— ABOUT THIS TASK —
Each line containing the word "names" must be copied from the material below.

— GIVEN INFORMATION —
-----
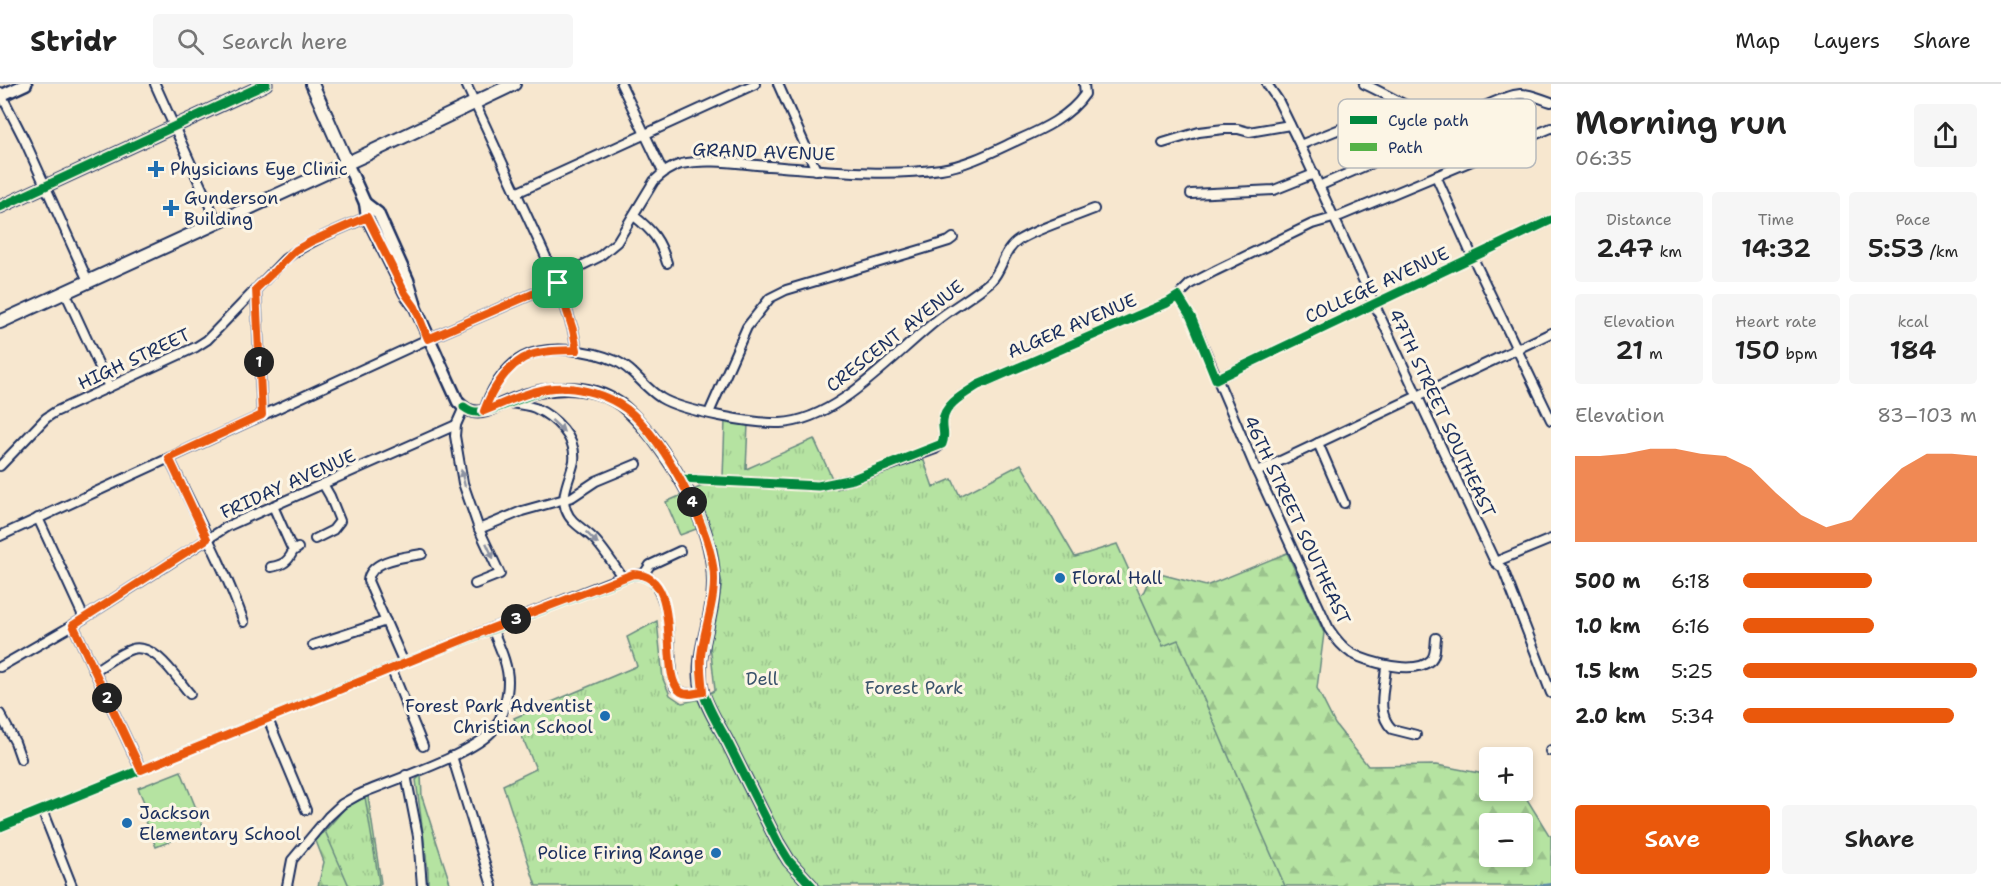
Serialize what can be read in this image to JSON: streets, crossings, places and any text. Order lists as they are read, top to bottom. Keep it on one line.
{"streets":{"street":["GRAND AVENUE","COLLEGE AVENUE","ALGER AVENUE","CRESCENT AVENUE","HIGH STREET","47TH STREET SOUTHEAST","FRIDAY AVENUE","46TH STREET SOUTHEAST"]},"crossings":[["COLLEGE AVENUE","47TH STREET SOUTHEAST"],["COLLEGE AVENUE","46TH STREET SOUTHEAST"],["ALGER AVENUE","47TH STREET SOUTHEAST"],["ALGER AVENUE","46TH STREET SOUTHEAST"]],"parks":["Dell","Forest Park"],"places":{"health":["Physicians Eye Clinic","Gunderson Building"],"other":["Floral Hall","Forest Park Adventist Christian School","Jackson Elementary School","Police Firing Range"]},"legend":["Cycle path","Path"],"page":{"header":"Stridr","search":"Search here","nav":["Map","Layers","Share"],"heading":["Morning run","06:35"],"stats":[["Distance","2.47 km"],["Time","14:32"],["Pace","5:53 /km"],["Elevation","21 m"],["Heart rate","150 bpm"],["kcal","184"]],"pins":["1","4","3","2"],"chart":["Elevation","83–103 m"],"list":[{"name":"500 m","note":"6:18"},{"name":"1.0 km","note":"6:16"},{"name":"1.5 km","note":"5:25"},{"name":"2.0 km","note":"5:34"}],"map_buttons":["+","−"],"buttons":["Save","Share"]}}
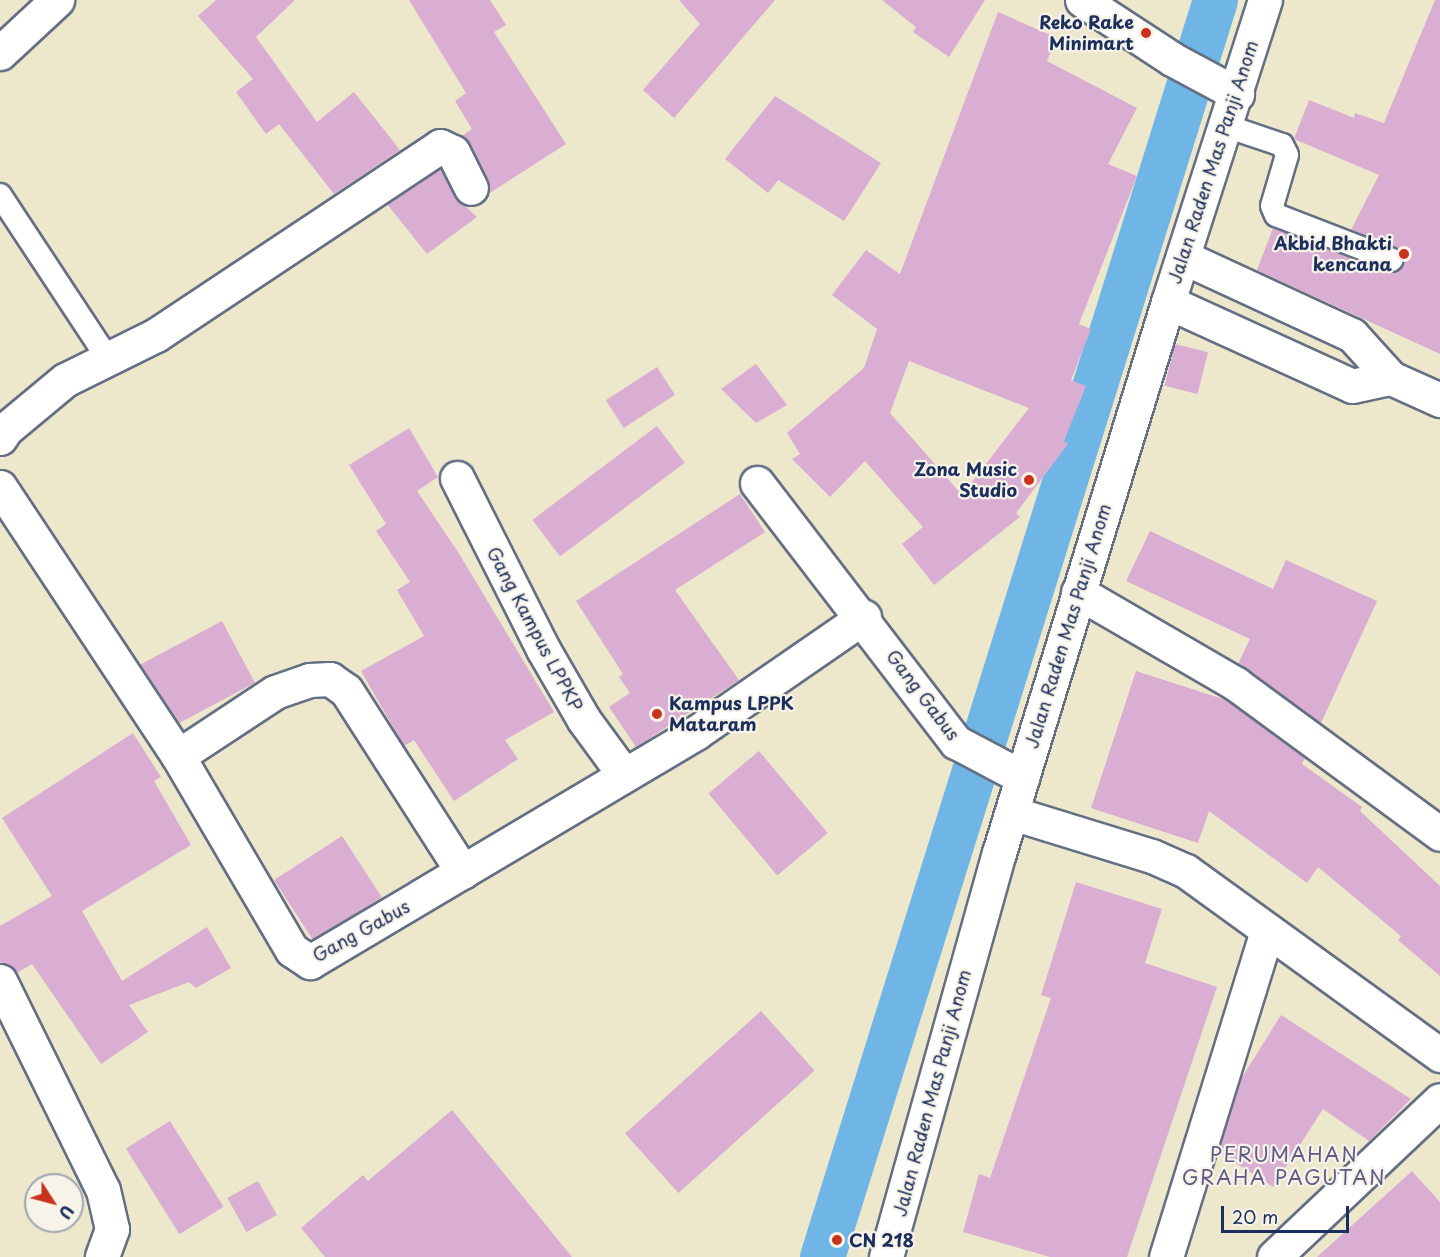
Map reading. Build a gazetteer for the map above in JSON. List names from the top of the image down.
-----
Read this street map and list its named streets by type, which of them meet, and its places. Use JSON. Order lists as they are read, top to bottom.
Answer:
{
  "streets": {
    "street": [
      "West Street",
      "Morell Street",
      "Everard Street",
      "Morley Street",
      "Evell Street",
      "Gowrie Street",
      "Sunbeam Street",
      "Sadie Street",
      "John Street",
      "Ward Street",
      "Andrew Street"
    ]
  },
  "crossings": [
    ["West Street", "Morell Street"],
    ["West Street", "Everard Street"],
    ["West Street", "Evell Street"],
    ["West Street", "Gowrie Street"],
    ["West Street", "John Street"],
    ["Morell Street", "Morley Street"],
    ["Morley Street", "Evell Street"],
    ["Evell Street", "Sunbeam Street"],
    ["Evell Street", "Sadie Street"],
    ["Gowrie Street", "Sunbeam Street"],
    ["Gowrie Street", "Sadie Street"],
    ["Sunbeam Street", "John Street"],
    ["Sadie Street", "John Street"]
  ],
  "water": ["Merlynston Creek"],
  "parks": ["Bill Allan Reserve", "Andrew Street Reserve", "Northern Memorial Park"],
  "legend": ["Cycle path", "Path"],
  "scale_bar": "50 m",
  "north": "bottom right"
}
-----
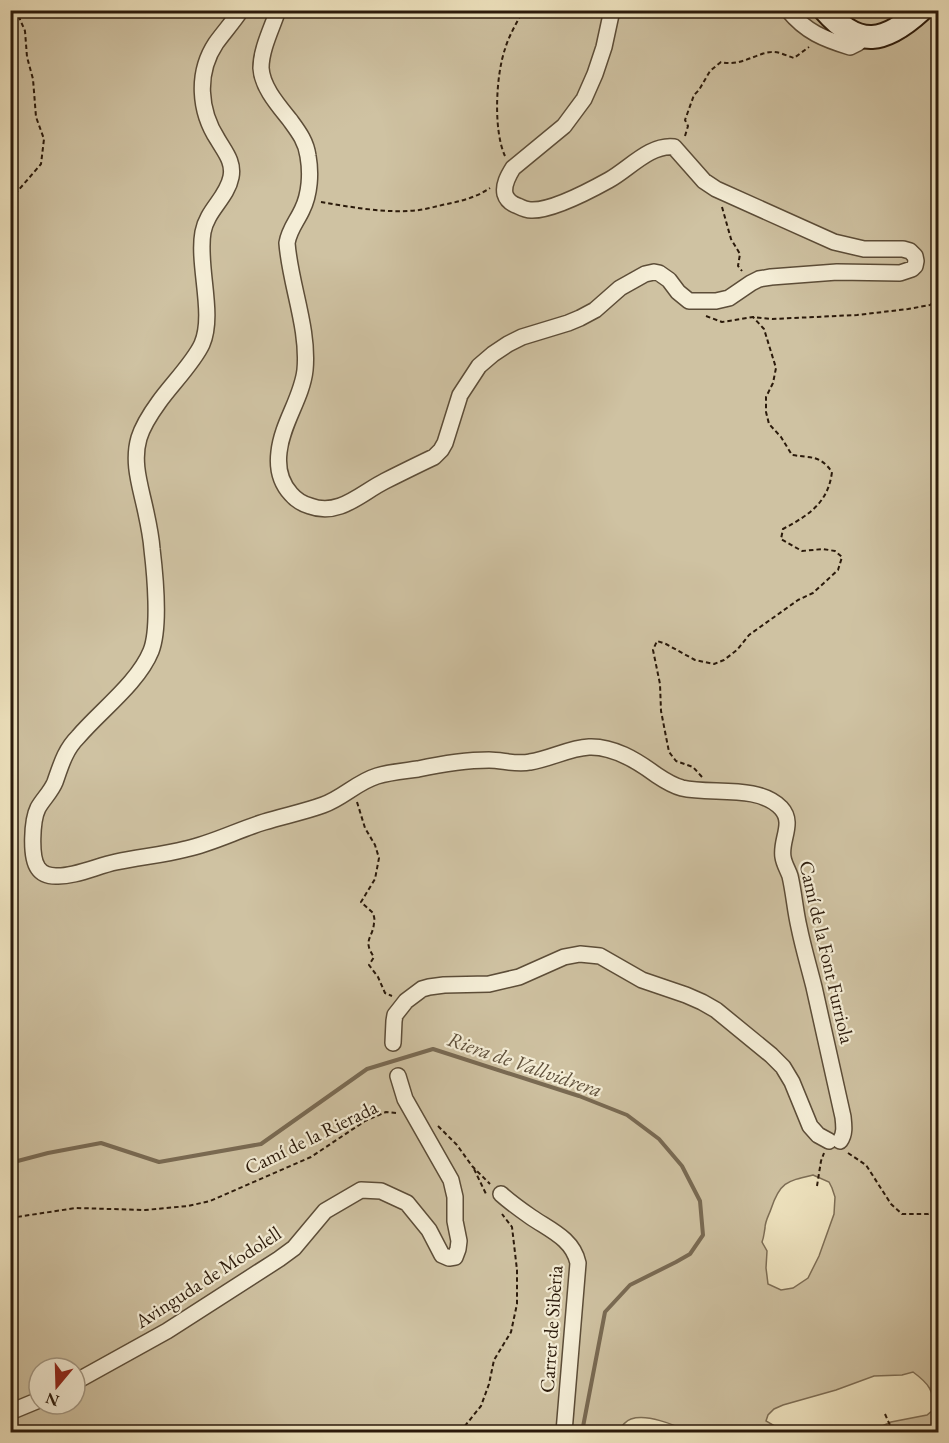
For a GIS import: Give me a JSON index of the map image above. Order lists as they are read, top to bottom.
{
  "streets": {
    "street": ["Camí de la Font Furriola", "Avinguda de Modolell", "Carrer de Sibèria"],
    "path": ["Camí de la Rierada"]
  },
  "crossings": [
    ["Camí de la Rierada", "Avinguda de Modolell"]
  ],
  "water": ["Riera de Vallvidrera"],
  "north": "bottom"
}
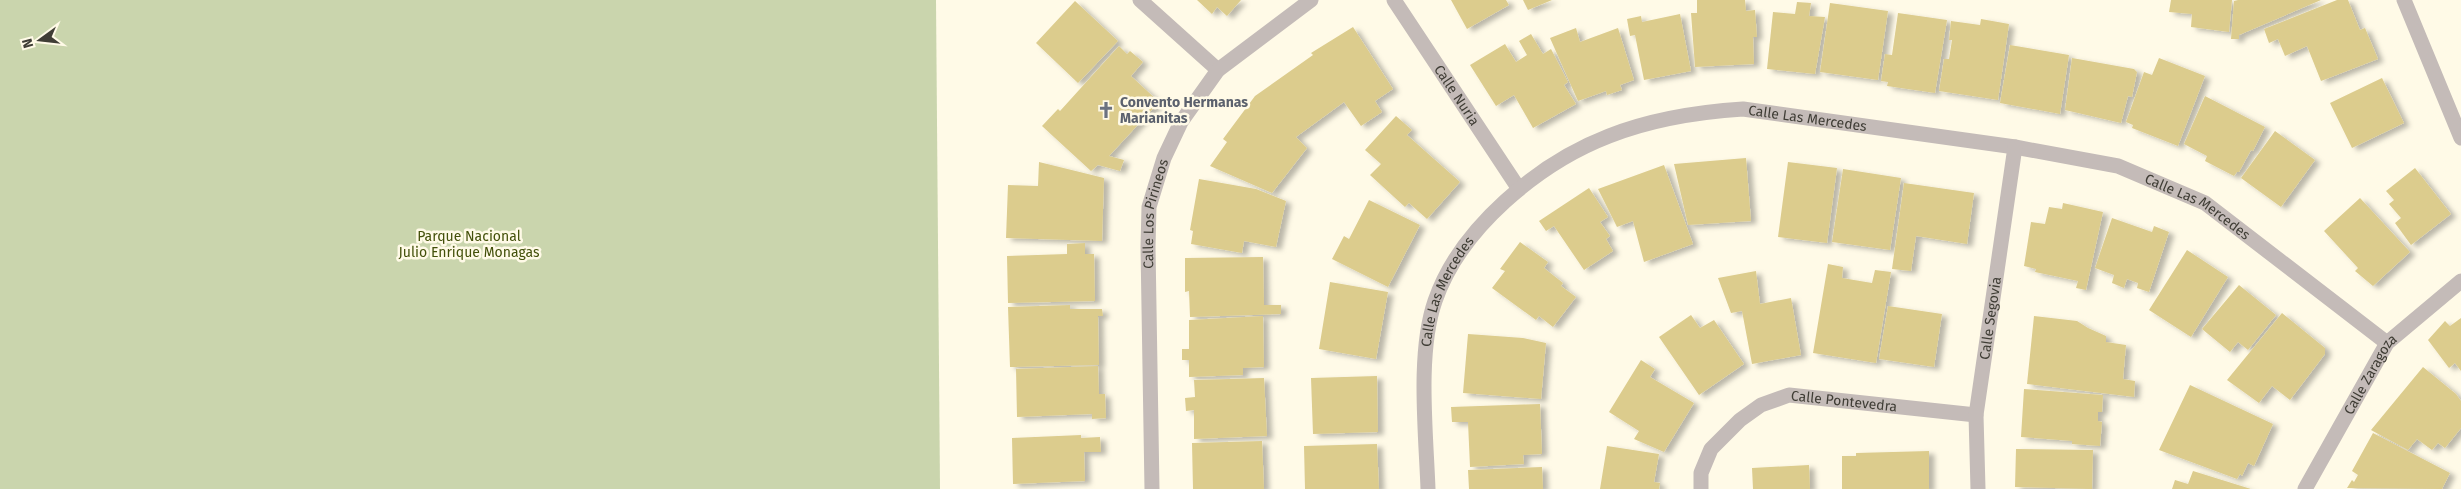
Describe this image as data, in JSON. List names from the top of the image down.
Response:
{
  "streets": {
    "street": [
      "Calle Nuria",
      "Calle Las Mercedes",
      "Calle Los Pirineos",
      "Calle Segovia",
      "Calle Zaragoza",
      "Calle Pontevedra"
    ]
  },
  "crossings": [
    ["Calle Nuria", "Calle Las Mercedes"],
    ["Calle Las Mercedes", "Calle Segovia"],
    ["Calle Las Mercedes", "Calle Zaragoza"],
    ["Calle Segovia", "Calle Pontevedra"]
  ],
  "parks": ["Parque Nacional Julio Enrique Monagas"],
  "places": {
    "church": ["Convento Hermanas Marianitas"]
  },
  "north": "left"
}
-----
— REPLY TO THE EXERCISE —
Map reading. Build a gazetteer for the map above in JSON. List names from the top of the image down.
Describe this image as data, in JSON. List names from the top of the image down.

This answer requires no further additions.